TCU is a location host this year to the growing GIS Day. The worldwide celebration is centered around discovering the world through geographic information systems, a scientific framework for gathering, analyzing and visualizing geographic data. The data is used in the public and private sector everywhere for everything from mapping sewer lines to analyzing populations to calculating your Amazon delivery route.
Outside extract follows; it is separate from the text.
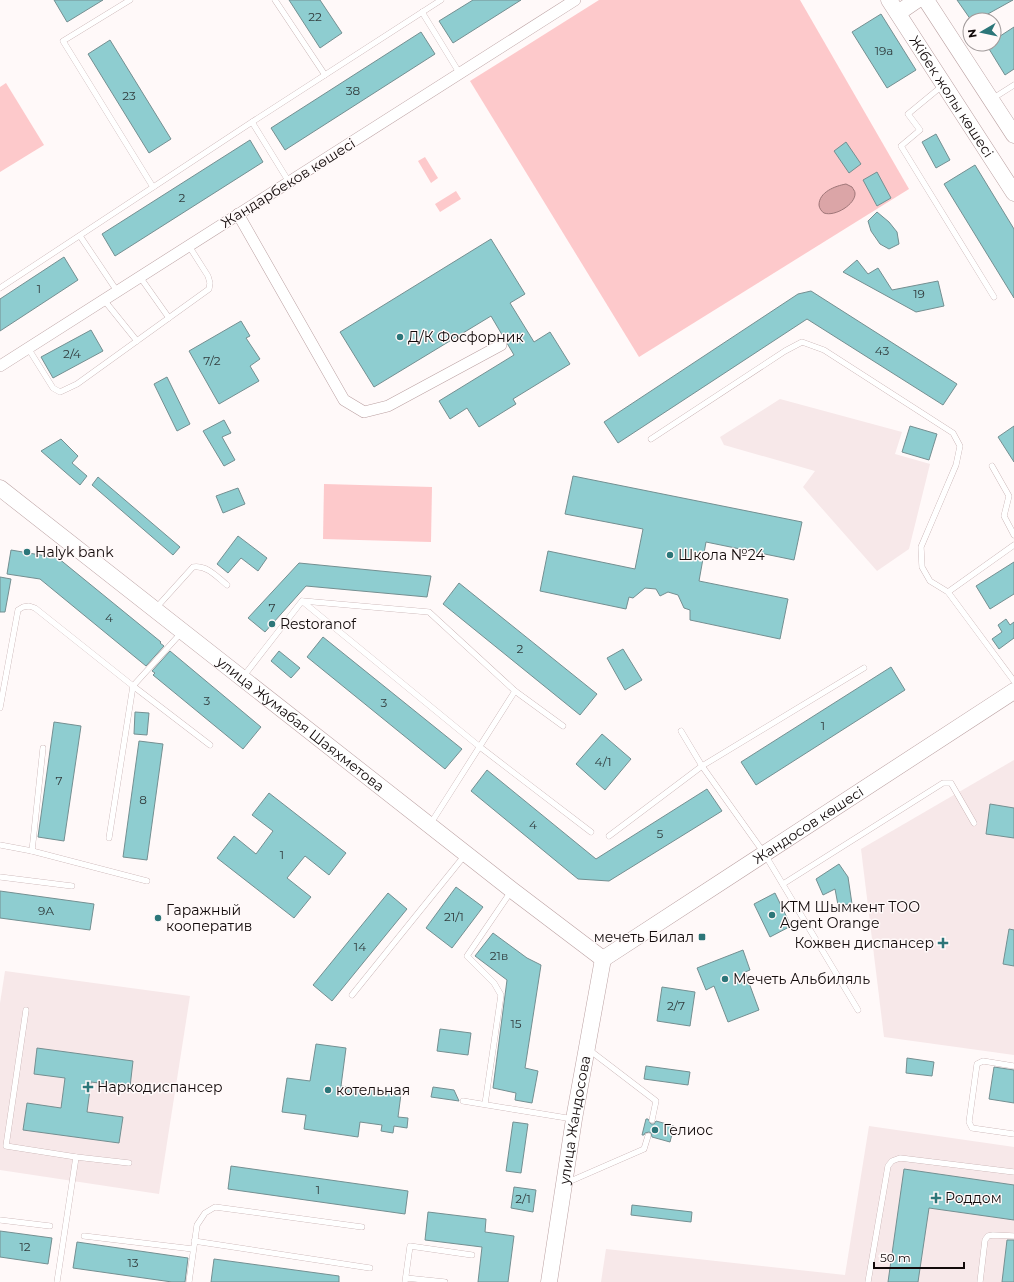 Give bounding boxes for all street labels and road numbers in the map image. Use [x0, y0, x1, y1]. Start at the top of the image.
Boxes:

Involved in TCU’s third annual GIS Day are Esri, spatial analytics leader and founder of GIS Day, and corporate partners Dunaway Associates and HEB. The panel also includes a cross-discipline representation from TCU, including the College of Science & Engineering’s Esayas Gebremichael, assistant professor in the department of geological sciences; TCU Neeley School of Business’ Laura Meade, professor of supply chain practice; and, from the AddRan College of Liberal Arts, associate professors Sean Crotty, Xiaolu Zhou and Kyle Walker.
Gebremichael answered a few questions on how GIS is being used in the College of Science & Engineering.
How do you use GIS in your classroom?
I currently teach a number of GIS and remote sensing courses and also oversee the GIS Certificate Program offered in the Department of Geological Sciences. In the classroom, I use examples and exercises based on real-world situations and events to demonstrate the practical applications of GIS and other geospatial technology tools.
How are you using GIS in your research?
My current research focuses on understanding the processes, controlling factors and socio-economic impacts of non-climatic process-driven lake level rises. GIS spatial data analysis tools are used to analyze and integrate multi-source remote sensing and in-situ-acquired big data. In addition, I’m supervising three graduate students working on various research topics and GIS tools are integral data processing and visualization tools in each of the studies.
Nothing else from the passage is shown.